There already is an inherent challenge for neonatologists and pediatricians to manage a neonate or infant who does not have an underlying health issue or condition. By adding in the factor of opioid dependency, it raises the complexity level of managing the care and treatment of a neonate or infant due to the sensitivity of their newly developed systems and ability to rapidly decompensate at any point in time. The healthcare provider should be diligent in identifying and appreciating the neonate/infant’s clinical symptoms of drug withdrawal, without ruling out the potential for a different cause of the underlying symptoms. The neonatologist or pediatrician should also appreciate the fact that the symptoms of NAS or drug withdrawal may not manifest until hours or even days after birth. This means that a neonate or infant may initially present as stable for a period of time before the clinical picture suddenly changes. The healthcare providers should take affirmative action to actively monitor and treat the neonate/infant’s opioid withdrawal, while keeping a continued mindful eye toward the fact that there could be an alternative cause of the symptoms. Finally, it is recommended that a multidisciplinary follow-up approach should be provided to the infant for comprehensive care, which would include medical, developmental and social support.23)

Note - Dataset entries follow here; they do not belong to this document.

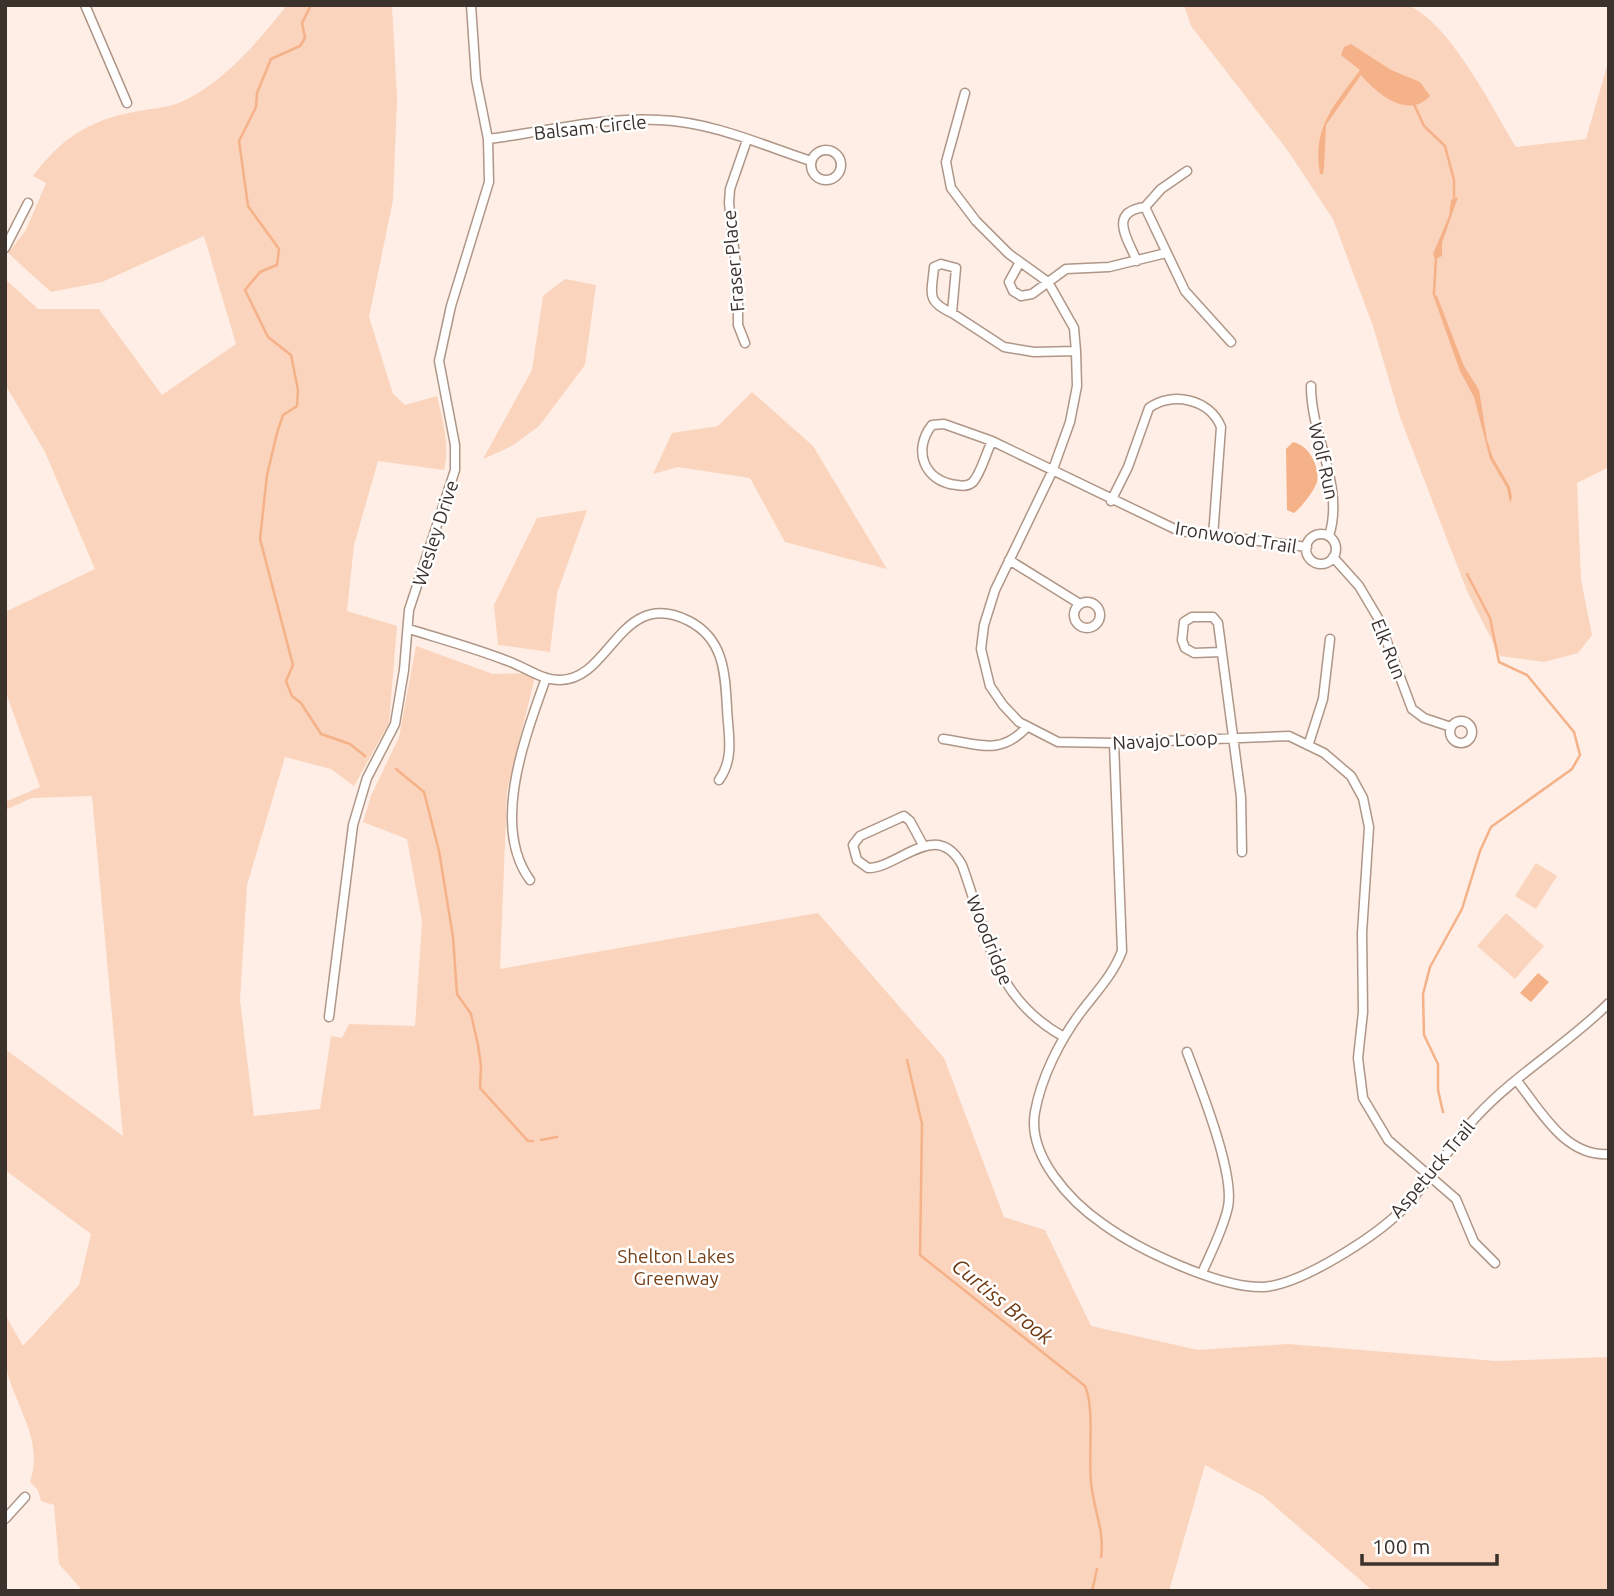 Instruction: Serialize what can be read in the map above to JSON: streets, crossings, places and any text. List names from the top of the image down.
{
  "streets": {
    "street": [
      "Balsam Circle",
      "Fraser Place",
      "Wolf Run",
      "Wesley Drive",
      "Ironwood Trail",
      "Elk Run",
      "Navajo Loop",
      "Woodridge",
      "Aspetuck Trail"
    ]
  },
  "crossings": [
    ["Balsam Circle", "Fraser Place"],
    ["Balsam Circle", "Wesley Drive"],
    ["Wolf Run", "Ironwood Trail"],
    ["Wolf Run", "Elk Run"],
    ["Ironwood Trail", "Elk Run"],
    ["Ironwood Trail", "Navajo Loop"],
    ["Navajo Loop", "Aspetuck Trail"],
    ["Woodridge", "Aspetuck Trail"]
  ],
  "water": ["Curtiss Brook"],
  "parks": ["Shelton Lakes Greenway"],
  "scale_bar": "100 m"
}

In conclusion, the media and Plaintiffs’ Bar have now squarely fixed upon the Opioid Epidemic and the impact it has upon this nation’s population. It is only a matter of time before the Plaintiffs’ attorneys turn their attention away from the pharmaceutical companies to those healthcare providers who render care to opioid addicted pregnant women, neonates and infants.
Excluding the fact that it is anticipated that litigation on these issues will come in the near future, it cannot be disputed that there is an alarming trend in the number of pregnant women addicted to opioids, which has resulted in a large number of babies born to these same highly addicted opioid drugs. Unfortunately, it appears that the Opioid Epidemic has, and will, continue to only get worse over time; thereby having a significant impact on obstetric, maternal-fetal, neonatal and pediatric medicine. As such, the time is ripe for obstetricians, maternal-fetal medicine specialists, neonatologists and pediatricians to be conscious of this alarming trend and adjust his/her current practice of evaluating, diagnosing, monitoring and treating these three groups of opioid addicted patients.